-------- Available records --------
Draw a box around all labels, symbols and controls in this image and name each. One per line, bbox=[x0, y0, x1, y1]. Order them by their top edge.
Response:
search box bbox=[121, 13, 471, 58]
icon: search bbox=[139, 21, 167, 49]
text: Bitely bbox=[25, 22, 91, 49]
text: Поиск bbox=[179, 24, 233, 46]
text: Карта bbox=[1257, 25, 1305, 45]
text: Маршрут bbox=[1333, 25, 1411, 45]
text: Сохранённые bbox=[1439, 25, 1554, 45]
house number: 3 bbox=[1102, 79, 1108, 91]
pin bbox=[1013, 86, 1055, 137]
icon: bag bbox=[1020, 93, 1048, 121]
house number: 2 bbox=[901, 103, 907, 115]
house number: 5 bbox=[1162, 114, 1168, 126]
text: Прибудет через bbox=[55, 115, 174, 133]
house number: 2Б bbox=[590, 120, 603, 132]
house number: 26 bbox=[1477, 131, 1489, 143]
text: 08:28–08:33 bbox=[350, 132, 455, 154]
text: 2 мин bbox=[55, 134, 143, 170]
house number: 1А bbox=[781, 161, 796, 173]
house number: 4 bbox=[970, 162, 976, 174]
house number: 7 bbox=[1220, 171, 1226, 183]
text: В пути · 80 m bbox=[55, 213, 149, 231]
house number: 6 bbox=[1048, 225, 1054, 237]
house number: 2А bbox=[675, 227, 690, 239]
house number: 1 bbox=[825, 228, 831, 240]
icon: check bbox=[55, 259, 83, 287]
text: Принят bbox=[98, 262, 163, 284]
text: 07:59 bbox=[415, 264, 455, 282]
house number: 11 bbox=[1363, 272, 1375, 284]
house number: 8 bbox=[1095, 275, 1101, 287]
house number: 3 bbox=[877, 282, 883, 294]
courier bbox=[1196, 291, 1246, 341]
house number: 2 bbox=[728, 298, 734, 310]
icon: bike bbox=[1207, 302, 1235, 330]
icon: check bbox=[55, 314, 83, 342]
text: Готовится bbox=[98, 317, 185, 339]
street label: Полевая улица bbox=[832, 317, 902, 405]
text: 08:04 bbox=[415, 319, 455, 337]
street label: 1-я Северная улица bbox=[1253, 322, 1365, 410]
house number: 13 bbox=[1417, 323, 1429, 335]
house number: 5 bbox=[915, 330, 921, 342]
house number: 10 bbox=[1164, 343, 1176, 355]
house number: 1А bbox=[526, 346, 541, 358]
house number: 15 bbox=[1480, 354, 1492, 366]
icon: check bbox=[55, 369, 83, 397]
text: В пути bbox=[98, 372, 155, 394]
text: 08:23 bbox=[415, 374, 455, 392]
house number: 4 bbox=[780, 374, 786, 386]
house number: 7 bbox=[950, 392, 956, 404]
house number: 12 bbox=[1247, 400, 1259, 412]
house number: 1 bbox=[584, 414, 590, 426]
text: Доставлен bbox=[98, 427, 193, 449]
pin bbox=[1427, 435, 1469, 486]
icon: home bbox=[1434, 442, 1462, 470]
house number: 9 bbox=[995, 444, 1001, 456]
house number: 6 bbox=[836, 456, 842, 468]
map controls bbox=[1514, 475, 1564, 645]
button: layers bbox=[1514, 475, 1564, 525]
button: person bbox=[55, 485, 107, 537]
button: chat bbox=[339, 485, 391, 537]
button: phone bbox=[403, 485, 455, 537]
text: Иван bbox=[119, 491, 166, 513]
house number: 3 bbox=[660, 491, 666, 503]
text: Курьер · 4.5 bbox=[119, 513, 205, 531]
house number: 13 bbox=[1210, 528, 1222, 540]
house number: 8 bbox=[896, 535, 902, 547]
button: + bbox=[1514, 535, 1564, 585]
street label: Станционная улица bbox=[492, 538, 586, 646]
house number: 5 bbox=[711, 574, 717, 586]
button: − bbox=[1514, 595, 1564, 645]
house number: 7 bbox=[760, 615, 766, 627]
--------
*About this exercise*:
Select every line of the records holding the string "controls".

*Solution to this exercise*:
Draw a box around all labels, symbols and controls in this image and name each. One per line, bbox=[x0, y0, x1, y1]. Order them by their top edge.
map controls bbox=[1514, 475, 1564, 645]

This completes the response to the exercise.